*PROBLEM TO WORK ON*.
Copy out each line featuring the string "image" from the entries beneath.

(DATA FOR THIS EXERCISE begins)

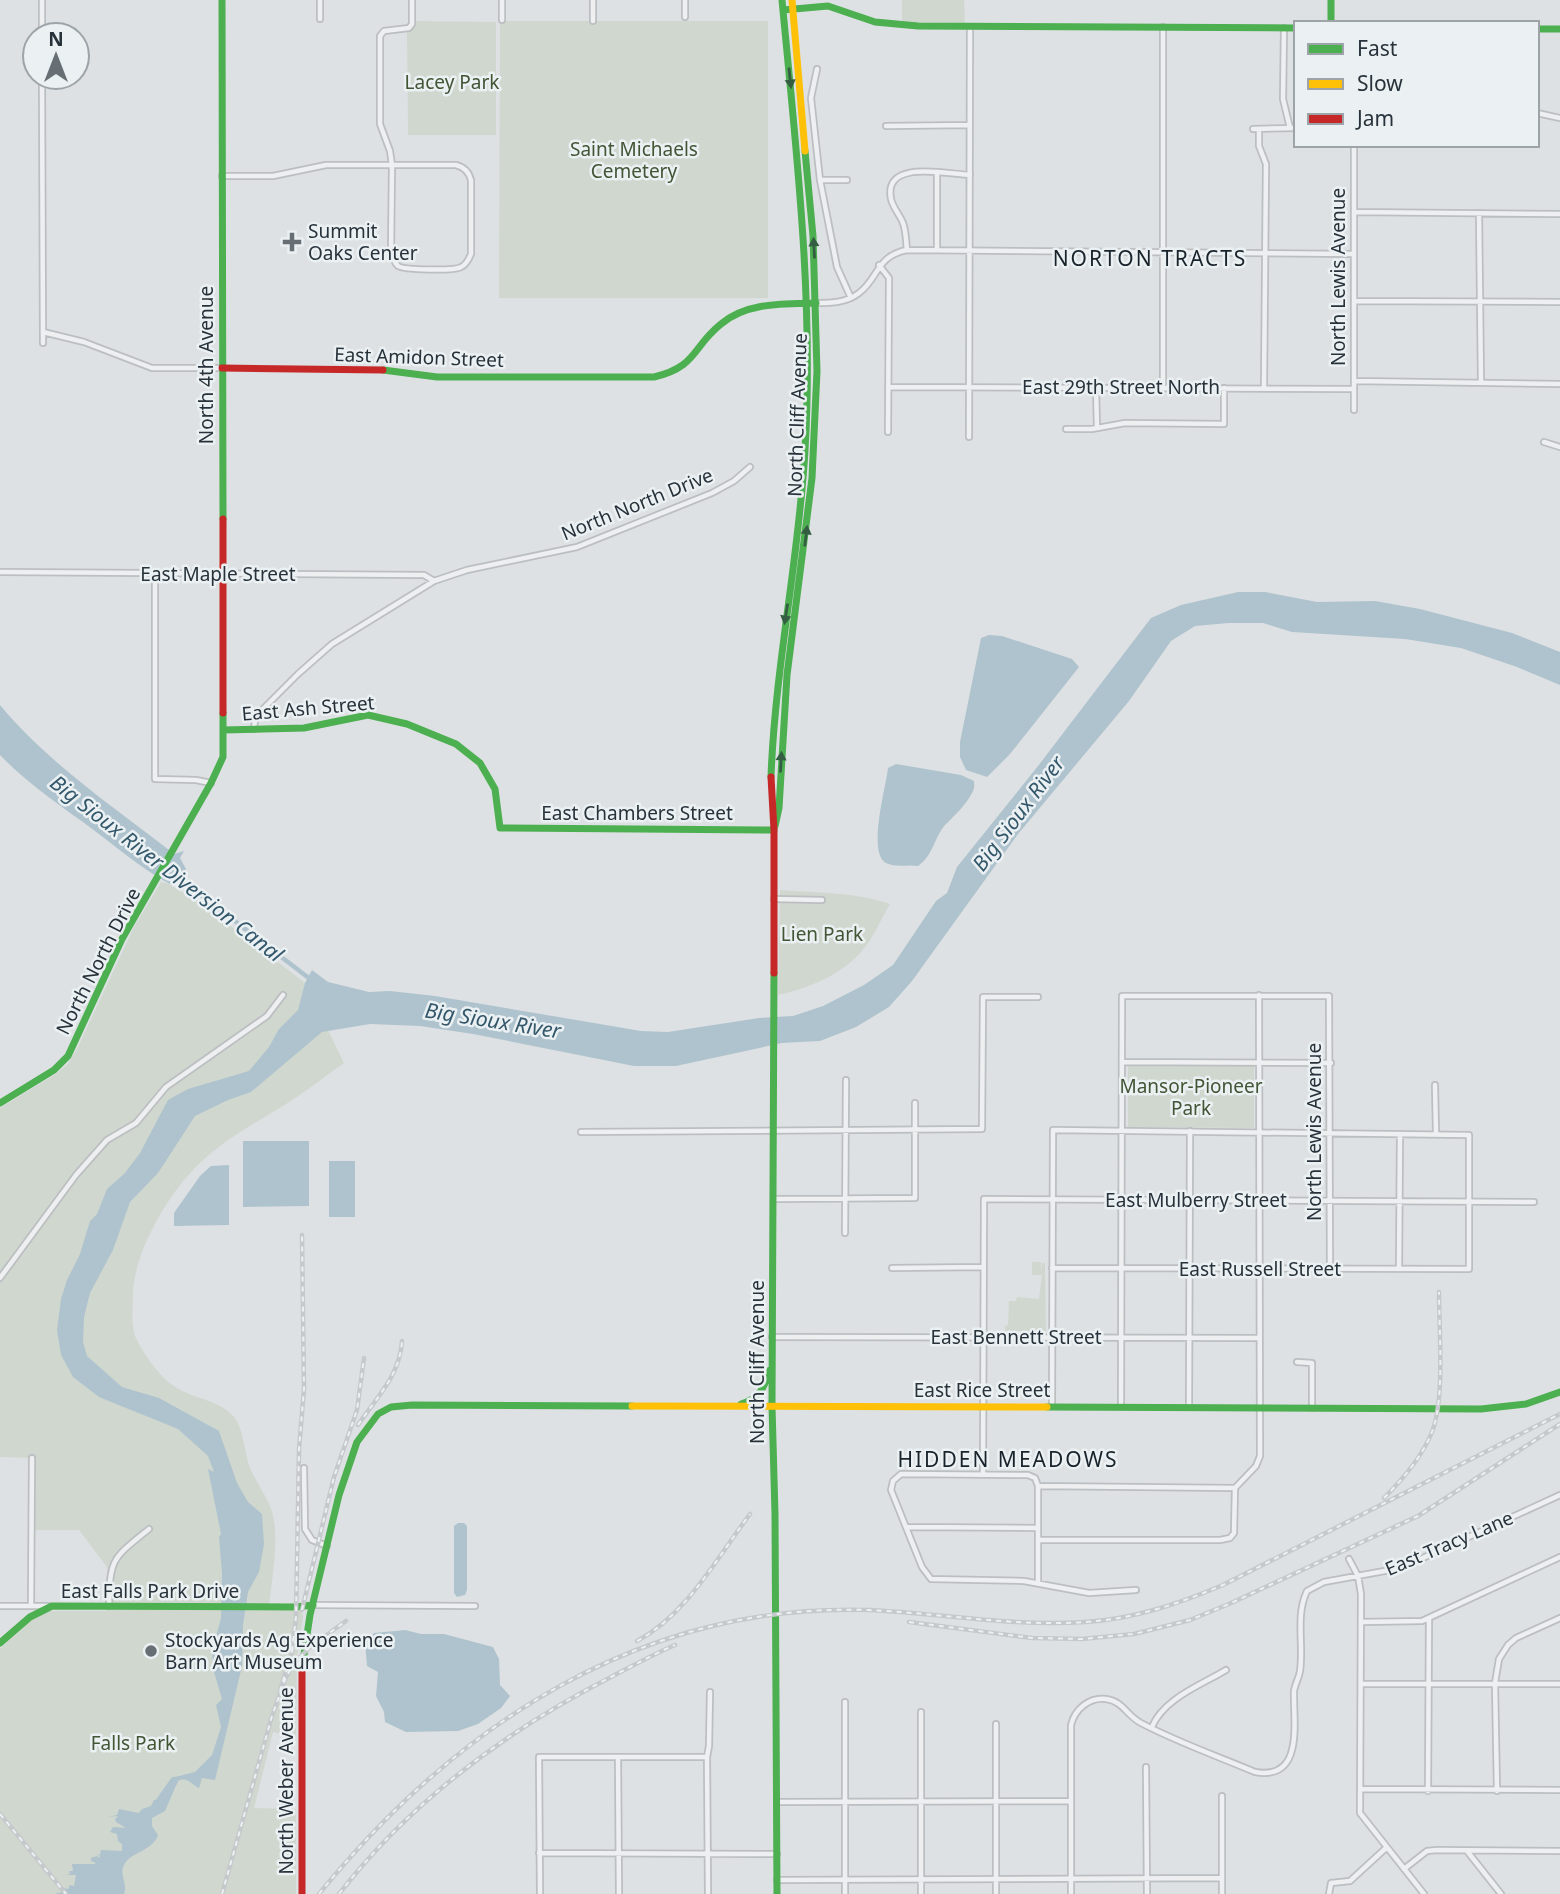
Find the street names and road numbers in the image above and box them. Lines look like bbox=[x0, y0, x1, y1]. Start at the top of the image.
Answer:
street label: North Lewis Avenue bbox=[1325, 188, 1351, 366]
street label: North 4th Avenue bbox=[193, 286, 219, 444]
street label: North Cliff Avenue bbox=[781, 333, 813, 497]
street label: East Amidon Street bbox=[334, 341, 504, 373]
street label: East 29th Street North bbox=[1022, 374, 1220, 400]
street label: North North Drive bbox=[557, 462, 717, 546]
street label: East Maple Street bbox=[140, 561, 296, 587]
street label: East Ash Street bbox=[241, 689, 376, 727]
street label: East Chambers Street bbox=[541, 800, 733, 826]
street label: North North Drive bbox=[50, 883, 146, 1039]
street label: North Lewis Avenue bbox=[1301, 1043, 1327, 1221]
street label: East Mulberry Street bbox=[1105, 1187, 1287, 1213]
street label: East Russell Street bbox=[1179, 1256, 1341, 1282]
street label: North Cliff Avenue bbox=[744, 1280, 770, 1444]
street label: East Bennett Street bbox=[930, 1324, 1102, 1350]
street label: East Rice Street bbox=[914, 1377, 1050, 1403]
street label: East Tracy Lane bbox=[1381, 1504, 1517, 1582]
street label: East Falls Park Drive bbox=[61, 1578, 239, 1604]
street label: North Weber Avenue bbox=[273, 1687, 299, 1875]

(DATA FOR THIS EXERCISE ends)
(DATA FOR THIS EXERCISE begins)

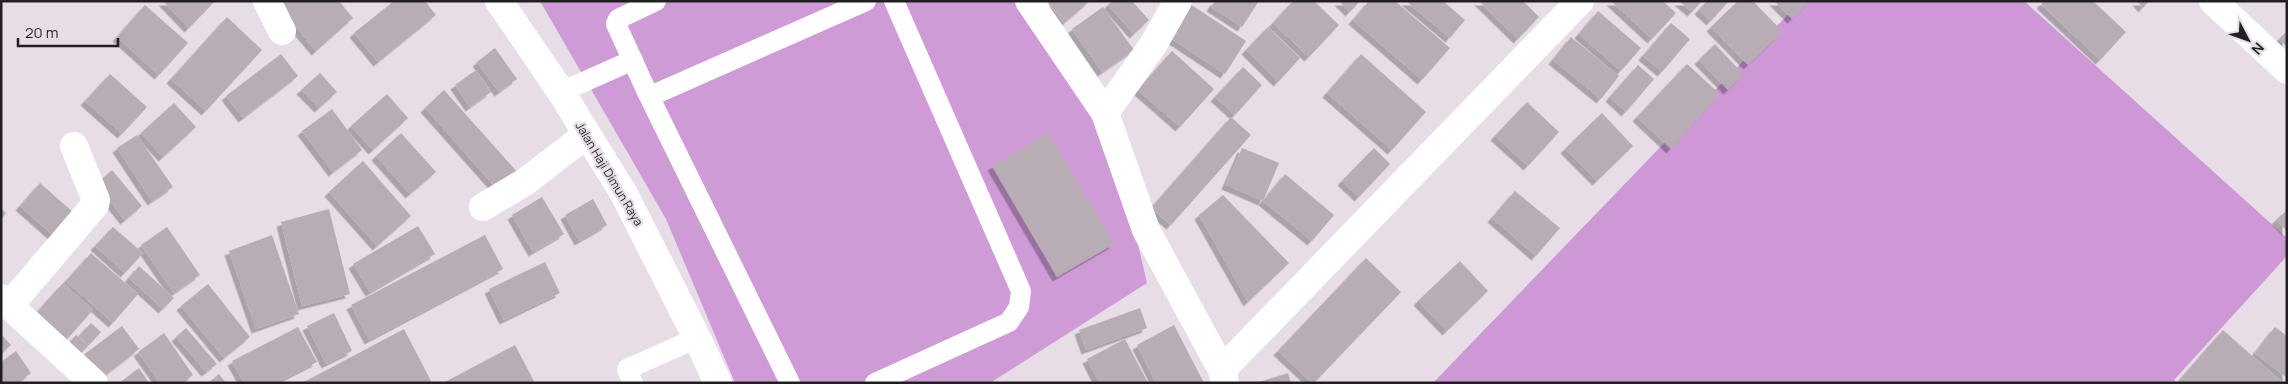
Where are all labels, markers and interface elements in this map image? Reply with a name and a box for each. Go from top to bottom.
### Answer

(DATA FOR THIS EXERCISE ends)

*EXERCISE SOLUTION*.
Find the street names and road numbers in the image above and box them. Lines look like bbox=[x0, y0, x1, y1]. Start at the top of the image.
Where are all labels, markers and interface elements in this map image? Reply with a name and a box for each. Go from top to bottom.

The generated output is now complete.